Exercise description:
Below are some records; copy each line in them that contains "names".

Stored data entries:
Segment Open

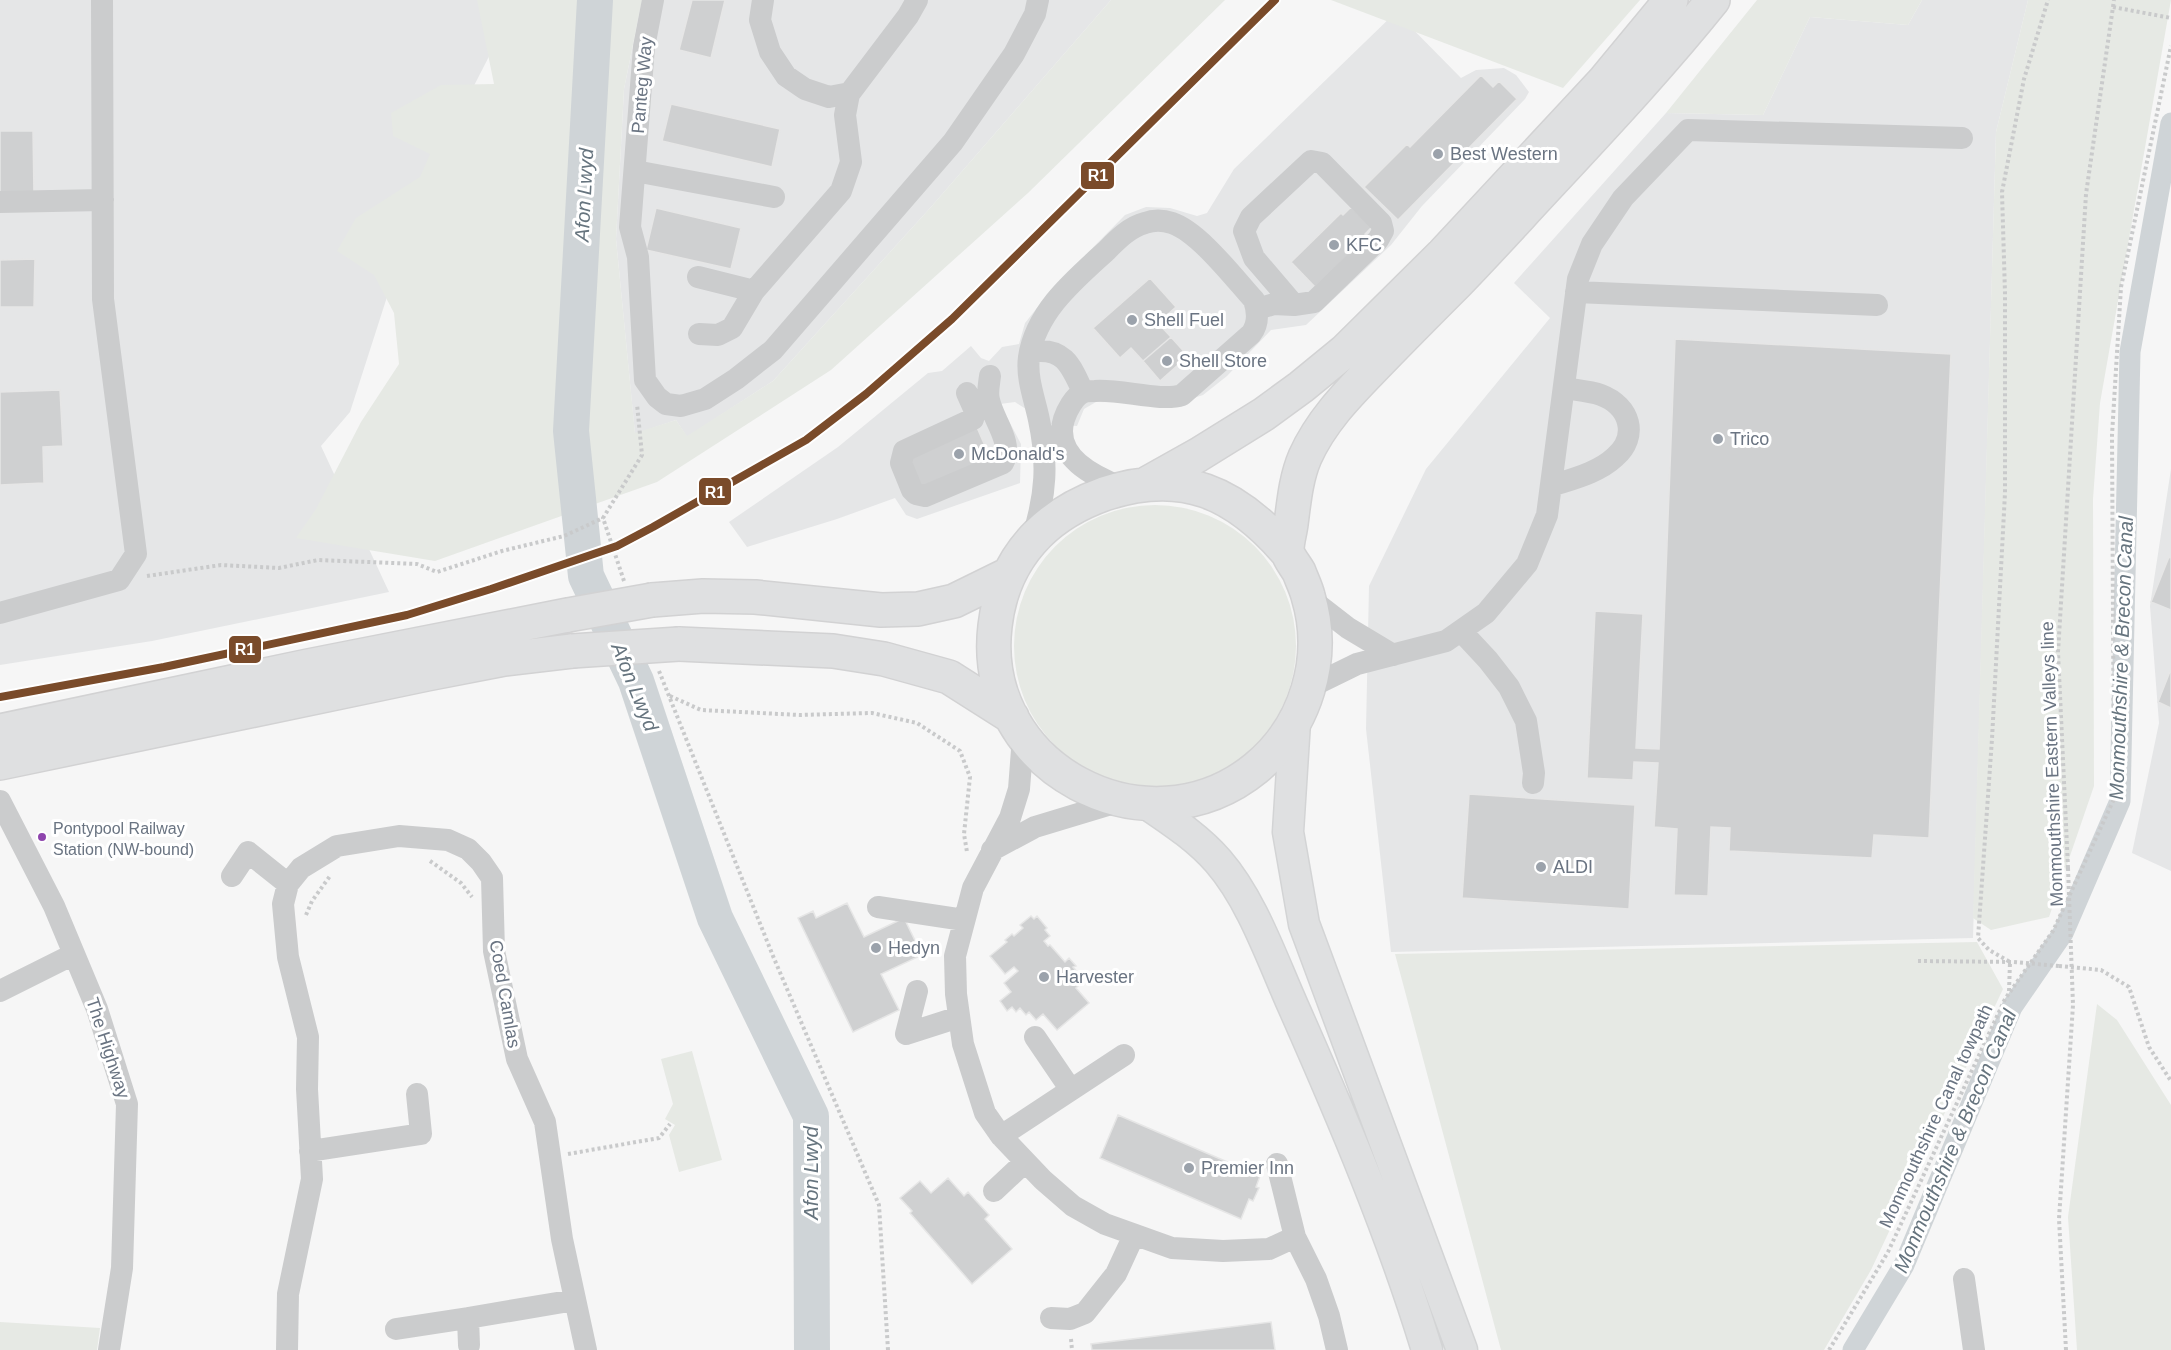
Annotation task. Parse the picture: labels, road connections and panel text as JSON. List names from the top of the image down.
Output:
{
  "streets": {
    "street": ["Panteg Way", "Coed Camlas", "The Highway"],
    "path": ["Monmouthshire Eastern Valleys line", "Monmouthshire Canal towpath"]
  },
  "water": ["Afon Lwyd", "Monmouthshire & Brecon Canal"],
  "places": [
    "Best Western",
    "KFC",
    "Shell Fuel",
    "Shell Store",
    "Trico",
    "McDonald's",
    "Pontypool Railway Station (NW-bound)",
    "ALDI",
    "Hedyn",
    "Harvester",
    "Premier Inn"
  ],
  "lines": ["transit line R1"]
}
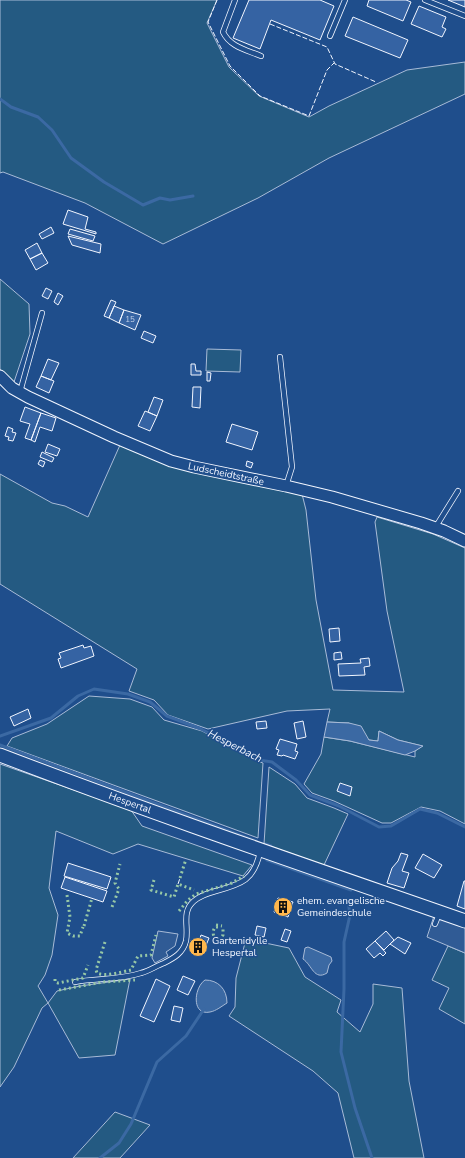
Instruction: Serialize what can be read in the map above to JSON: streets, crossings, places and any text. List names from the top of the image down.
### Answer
{
  "streets": {
    "main road": ["Hespertal"],
    "street": ["Ludscheidtstraße"]
  },
  "water": ["Hesperbach"],
  "places": {
    "building": ["ehem. evangelische Gemeindeschule", "Gartenidylle Hespertal"]
  },
  "house_numbers": ["15"]
}
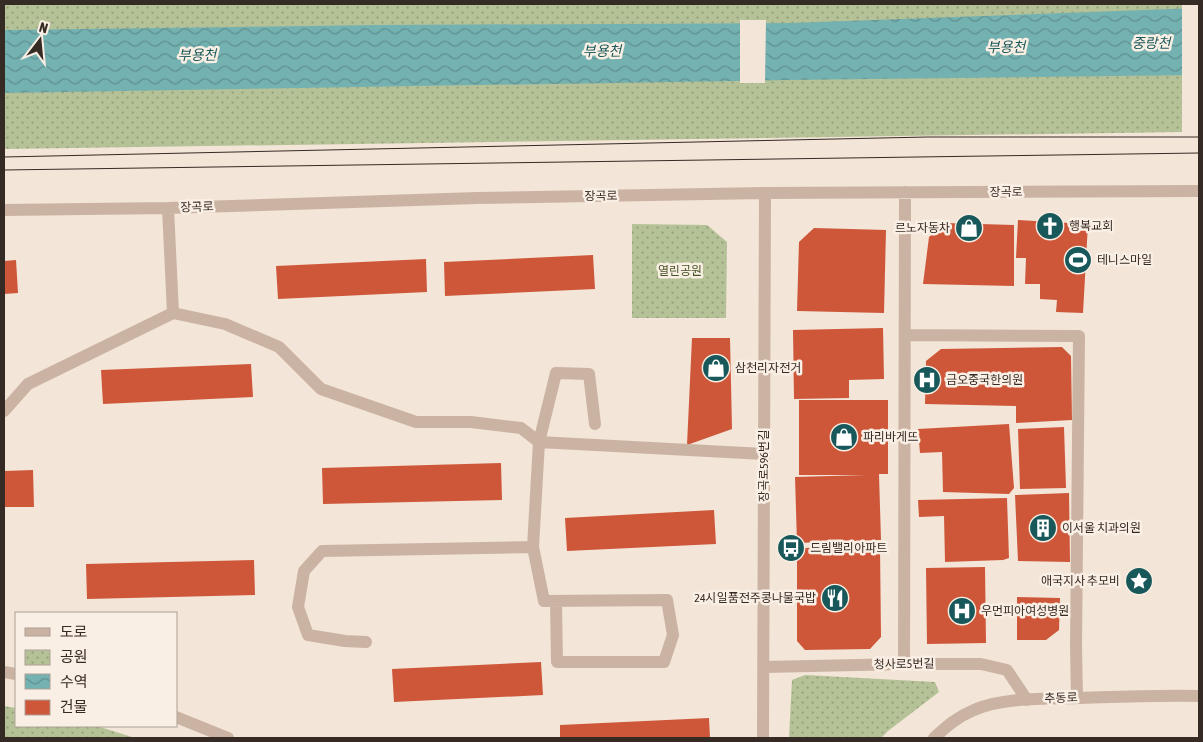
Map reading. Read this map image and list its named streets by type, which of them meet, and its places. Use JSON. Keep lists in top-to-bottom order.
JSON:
{
  "streets": {
    "street": [
      "장곡로",
      "장곡로596번길",
      "청사로5번길",
      "추동로"
    ]
  },
  "crossings": [
    ["장곡로", "장곡로596번길"],
    ["장곡로596번길", "청사로5번길"],
    ["청사로5번길", "추동로"]
  ],
  "water": ["중랑천", "부용천"],
  "parks": ["열린공원"],
  "places": {
    "church": ["행복교회"],
    "shop": ["르노자동차", "삼천리자전거", "파리바게뜨"],
    "sports": ["테니스마일"],
    "hospital": ["금오중국한의원", "우먼피아여성병원"],
    "building": ["이서울 치과의원"],
    "bus stop": ["드림밸리아파트"],
    "place": ["애국지사 추모비"],
    "restaurant": ["24시일품전주콩나물국밥"]
  },
  "legend": [
    "도로",
    "공원",
    "수역",
    "건물"
  ],
  "north": "top"
}
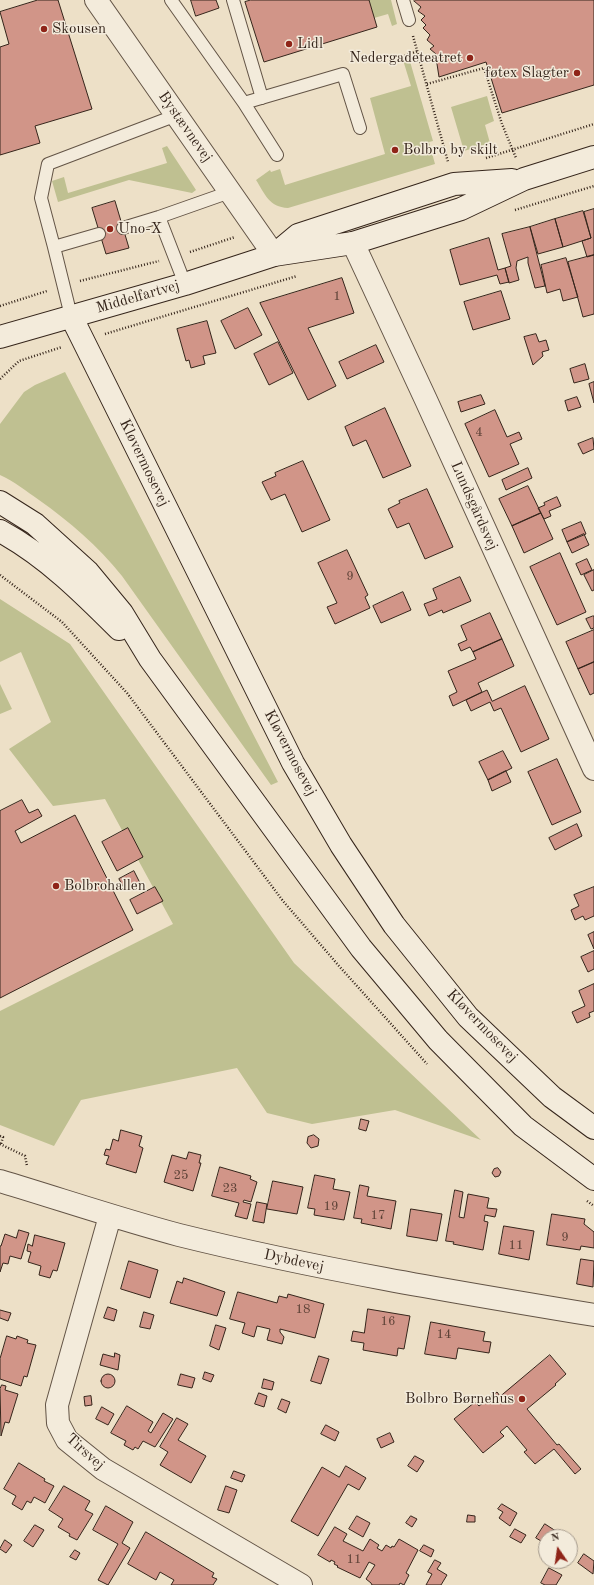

Segment Closed

Solution for this exercise:
Annotation task. Parse the picture: labels, road connections and panel text as JSON. List names from the top of the image down.
Instruction: Serialize what can be read in the map above to JSON: streets, crossings, places and any text. List names from the top of the image down.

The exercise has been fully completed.